LLMs for Relational Reasoning: How Far are We?

Zhiming Li,Yushi Cao,Xiufeng Xu,Junzhe Jiang,Xu Liu,Yon Shin Teo,Shang-wei Lin,Yang Liu
2024-01-17
Abstract:Large language models (LLMs) have revolutionized many areas (e.g. natural language processing, software engineering, etc.) by achieving state-of-the-art performance on extensive downstream tasks. Aiming to achieve robust and general artificial intelligence, there has been a surge of interest in investigating the reasoning ability of the LLMs. Whereas the textual and numerical reasoning benchmarks adopted by previous works are rather shallow and simple, it is hard to conclude that the LLMs possess strong reasoning ability by merely achieving positive results on these benchmarks. Recent efforts have demonstrated that the LLMs are poor at solving sequential decision-making problems that require common-sense planning by evaluating their performance on the reinforcement learning benchmarks. In this work, we conduct an in-depth assessment of several state-of-the-art LLMs' reasoning ability based on the inductive logic programming (ILP) benchmark, which is broadly recognized as a representative and challenging measurement for evaluating logic program induction/synthesis systems as it requires inducing strict cause-effect logic to achieve robust deduction on independent and identically distributed (IID) and out-of-distribution (OOD) test samples. Our evaluations illustrate that compared with the neural program induction systems which are much smaller in model size, the state-of-the-art LLMs are much poorer in terms of reasoning ability by achieving much lower performance and generalization using either natural language prompting or truth-value matrix prompting.

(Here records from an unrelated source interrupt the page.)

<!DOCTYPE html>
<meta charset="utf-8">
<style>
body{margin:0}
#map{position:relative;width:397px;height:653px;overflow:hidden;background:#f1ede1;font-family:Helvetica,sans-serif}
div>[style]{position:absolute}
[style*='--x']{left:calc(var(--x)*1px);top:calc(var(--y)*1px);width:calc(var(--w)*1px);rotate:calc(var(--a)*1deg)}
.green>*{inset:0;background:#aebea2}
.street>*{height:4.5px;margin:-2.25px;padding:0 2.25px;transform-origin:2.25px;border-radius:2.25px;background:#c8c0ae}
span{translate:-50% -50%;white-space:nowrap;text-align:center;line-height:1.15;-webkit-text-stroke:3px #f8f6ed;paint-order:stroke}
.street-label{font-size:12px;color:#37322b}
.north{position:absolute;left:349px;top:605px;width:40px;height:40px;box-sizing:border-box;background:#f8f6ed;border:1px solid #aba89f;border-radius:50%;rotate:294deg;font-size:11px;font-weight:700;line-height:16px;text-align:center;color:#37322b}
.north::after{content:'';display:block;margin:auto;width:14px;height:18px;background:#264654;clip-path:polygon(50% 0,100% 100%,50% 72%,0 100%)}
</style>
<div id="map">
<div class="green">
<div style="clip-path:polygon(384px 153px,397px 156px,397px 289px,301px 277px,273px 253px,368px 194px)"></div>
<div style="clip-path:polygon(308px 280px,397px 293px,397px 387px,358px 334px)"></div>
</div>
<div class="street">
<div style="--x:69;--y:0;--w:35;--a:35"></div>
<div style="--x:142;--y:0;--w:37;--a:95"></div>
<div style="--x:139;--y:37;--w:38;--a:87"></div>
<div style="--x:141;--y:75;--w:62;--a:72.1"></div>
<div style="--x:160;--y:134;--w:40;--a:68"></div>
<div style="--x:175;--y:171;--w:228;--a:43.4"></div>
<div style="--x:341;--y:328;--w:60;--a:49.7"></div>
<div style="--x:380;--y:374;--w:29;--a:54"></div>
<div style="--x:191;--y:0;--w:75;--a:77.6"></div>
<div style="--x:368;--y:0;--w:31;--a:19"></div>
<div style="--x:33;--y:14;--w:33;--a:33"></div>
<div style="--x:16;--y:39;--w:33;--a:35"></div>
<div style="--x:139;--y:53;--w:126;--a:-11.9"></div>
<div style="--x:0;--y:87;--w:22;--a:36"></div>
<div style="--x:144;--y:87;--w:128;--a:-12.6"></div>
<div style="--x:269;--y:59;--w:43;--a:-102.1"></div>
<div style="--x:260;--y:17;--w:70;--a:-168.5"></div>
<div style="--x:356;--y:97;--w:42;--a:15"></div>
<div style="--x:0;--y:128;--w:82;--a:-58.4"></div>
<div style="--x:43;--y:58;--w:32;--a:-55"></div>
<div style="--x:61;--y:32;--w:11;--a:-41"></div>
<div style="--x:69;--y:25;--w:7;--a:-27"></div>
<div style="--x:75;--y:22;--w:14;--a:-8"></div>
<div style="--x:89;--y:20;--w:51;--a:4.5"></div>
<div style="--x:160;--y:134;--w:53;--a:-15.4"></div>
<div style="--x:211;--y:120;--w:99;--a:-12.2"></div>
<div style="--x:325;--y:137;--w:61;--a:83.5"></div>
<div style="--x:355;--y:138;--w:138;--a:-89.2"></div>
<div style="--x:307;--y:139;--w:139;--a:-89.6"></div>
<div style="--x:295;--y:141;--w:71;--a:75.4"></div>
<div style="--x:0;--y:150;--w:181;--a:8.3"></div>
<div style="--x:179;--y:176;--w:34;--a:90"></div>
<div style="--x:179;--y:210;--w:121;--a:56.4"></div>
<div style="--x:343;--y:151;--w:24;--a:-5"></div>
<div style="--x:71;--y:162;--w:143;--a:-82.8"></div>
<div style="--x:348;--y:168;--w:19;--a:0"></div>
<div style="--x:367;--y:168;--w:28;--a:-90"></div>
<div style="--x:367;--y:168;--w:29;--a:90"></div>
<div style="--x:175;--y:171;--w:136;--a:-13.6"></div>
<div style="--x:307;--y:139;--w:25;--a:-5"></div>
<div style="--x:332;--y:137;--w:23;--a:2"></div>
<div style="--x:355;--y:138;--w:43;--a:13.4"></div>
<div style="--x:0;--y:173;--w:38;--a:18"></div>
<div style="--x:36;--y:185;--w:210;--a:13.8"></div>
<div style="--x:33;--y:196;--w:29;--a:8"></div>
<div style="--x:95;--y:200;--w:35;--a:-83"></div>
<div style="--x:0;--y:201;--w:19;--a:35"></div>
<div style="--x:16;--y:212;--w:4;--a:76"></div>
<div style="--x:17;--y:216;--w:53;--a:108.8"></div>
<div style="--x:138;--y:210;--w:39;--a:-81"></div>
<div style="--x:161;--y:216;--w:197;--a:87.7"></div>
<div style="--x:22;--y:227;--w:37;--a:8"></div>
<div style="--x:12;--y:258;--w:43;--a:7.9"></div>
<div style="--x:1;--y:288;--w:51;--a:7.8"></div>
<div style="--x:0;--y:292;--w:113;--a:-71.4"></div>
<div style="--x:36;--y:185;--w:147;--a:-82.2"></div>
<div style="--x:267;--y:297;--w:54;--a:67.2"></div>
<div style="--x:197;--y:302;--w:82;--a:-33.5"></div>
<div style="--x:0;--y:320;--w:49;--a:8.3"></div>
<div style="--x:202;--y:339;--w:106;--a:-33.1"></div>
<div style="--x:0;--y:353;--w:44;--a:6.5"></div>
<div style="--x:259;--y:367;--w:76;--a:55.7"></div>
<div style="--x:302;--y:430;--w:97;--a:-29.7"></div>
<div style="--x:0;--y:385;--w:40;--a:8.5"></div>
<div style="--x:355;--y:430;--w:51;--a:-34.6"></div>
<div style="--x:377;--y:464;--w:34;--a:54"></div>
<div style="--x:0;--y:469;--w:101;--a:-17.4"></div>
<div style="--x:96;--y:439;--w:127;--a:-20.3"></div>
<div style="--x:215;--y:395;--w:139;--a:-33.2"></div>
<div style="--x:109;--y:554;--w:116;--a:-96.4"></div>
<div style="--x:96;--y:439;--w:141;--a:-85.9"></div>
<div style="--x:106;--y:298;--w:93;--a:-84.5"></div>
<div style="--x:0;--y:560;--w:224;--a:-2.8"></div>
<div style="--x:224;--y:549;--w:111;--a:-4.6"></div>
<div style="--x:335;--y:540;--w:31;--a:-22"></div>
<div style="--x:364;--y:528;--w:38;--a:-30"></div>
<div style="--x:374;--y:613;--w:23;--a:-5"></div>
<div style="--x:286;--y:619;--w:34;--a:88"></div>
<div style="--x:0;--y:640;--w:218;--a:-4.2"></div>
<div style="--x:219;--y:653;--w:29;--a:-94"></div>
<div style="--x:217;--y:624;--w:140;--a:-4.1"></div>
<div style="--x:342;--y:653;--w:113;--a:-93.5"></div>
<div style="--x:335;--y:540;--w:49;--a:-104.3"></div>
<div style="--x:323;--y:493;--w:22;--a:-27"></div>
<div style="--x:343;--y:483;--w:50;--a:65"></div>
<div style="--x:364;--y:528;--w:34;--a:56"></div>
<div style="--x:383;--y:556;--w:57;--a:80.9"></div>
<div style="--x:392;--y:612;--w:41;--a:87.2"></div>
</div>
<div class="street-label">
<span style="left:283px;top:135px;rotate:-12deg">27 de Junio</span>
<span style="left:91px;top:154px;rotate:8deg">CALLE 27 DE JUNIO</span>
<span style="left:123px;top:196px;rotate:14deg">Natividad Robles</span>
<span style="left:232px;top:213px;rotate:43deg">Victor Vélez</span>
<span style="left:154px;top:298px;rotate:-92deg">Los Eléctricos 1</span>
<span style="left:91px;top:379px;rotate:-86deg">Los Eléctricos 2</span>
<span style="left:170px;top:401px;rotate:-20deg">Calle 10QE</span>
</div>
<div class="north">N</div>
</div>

Artificial Intelligence,Computation and Language
What problem does this paper attempt to address?
The problem that this paper attempts to solve is to evaluate the capabilities of large - language models (LLMs) in relational reasoning. In particular, compared with neural program induction models (Neural Program Induction, NPI), how do LLMs perform in tasks requiring logical reasoning. The paper points out that although LLMs have made remarkable progress in natural - language processing, software engineering and other fields and have performed excellently in many benchmark tests, these benchmark tests are often relatively simple and cannot comprehensively evaluate the reasoning capabilities of LLMs. Therefore, the author uses inductive logic programming (Inductive Logic Programming, ILP) benchmarks to deeply evaluate the relational reasoning capabilities of several state - of - the - art LLMs, in order to more accurately measure the performance of LLMs in complex logical reasoning tasks. Specifically, the paper focuses on the following research questions: 1. How are the relational reasoning capabilities of LLMs under standard natural - language prompts? 2. How are the relational reasoning capabilities of LLMs under truth - value matrix prompts? 3. Can the latest prompting techniques effectively improve the relational reasoning capabilities of LLMs? To answer these questions, the author designed a general evaluation pipeline, including a sample generator, a modality compiler and an evaluation module, to evaluate the performance of LLMs and NPI models on two benchmark tasks: family - tree reasoning and general - graph reasoning. The evaluation results show that although LLMs perform well on some relatively simple tasks, their performance is significantly inferior to that of NPI models on tasks requiring complex logical reasoning. This indicates that current LLMs still have much room for improvement in terms of relational reasoning capabilities.